# DIRECTIONS FOR THIS TASK:
The reply should contain every line of the data, repeated exactly, and no pictures.
== AVAILABLE RECORDS ==
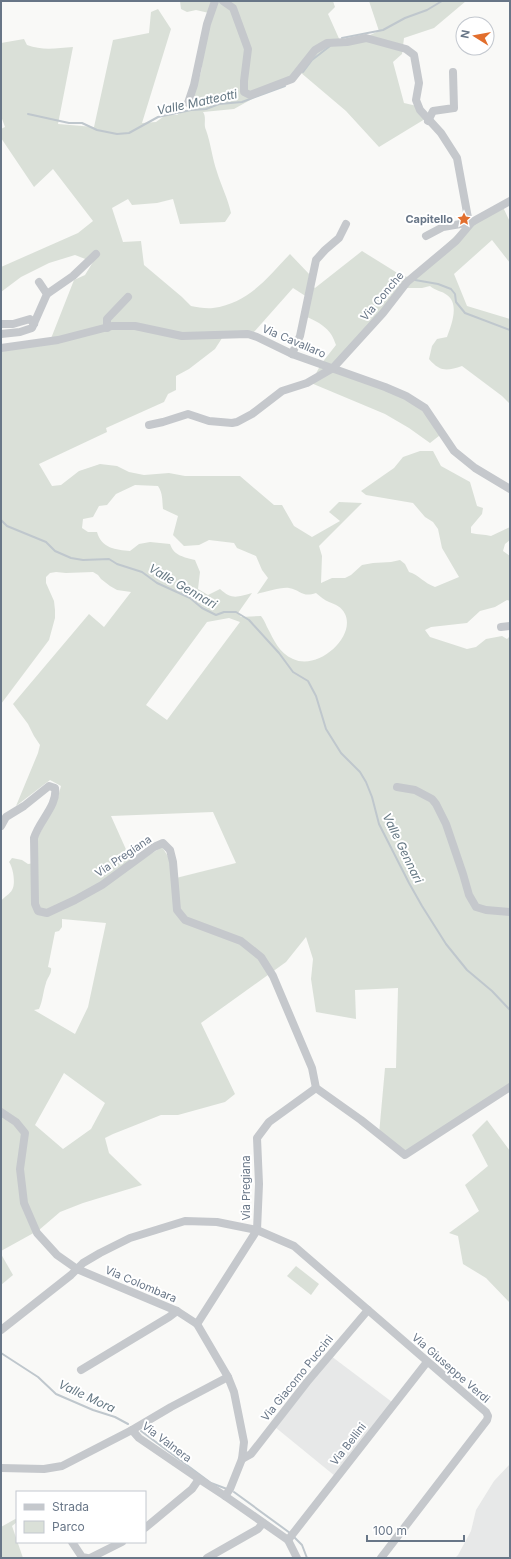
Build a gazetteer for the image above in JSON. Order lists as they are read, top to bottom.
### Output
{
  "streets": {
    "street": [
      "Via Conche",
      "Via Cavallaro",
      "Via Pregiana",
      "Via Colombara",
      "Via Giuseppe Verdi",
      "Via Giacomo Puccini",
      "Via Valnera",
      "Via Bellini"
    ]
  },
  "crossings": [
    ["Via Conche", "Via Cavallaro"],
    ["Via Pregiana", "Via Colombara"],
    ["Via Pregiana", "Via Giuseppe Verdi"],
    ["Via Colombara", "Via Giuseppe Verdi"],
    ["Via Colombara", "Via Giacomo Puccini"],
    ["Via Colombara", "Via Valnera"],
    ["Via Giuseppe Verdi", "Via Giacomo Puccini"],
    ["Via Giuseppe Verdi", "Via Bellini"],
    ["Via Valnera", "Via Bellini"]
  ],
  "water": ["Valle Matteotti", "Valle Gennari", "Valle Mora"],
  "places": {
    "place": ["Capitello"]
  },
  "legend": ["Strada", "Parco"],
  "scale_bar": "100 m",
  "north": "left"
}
===
# WRITTEN ANSWER:
Build a gazetteer for the image above in JSON. Order lists as they are read, top to bottom.
### Output
{
  "streets": {
    "street": [
      "Via Conche",
      "Via Cavallaro",
      "Via Pregiana",
      "Via Colombara",
      "Via Giuseppe Verdi",
      "Via Giacomo Puccini",
      "Via Valnera",
      "Via Bellini"
    ]
  },
  "crossings": [
    ["Via Conche", "Via Cavallaro"],
    ["Via Pregiana", "Via Colombara"],
    ["Via Pregiana", "Via Giuseppe Verdi"],
    ["Via Colombara", "Via Giuseppe Verdi"],
    ["Via Colombara", "Via Giacomo Puccini"],
    ["Via Colombara", "Via Valnera"],
    ["Via Giuseppe Verdi", "Via Giacomo Puccini"],
    ["Via Giuseppe Verdi", "Via Bellini"],
    ["Via Valnera", "Via Bellini"]
  ],
  "water": ["Valle Matteotti", "Valle Gennari", "Valle Mora"],
  "places": {
    "place": ["Capitello"]
  },
  "legend": ["Strada", "Parco"],
  "scale_bar": "100 m",
  "north": "left"
}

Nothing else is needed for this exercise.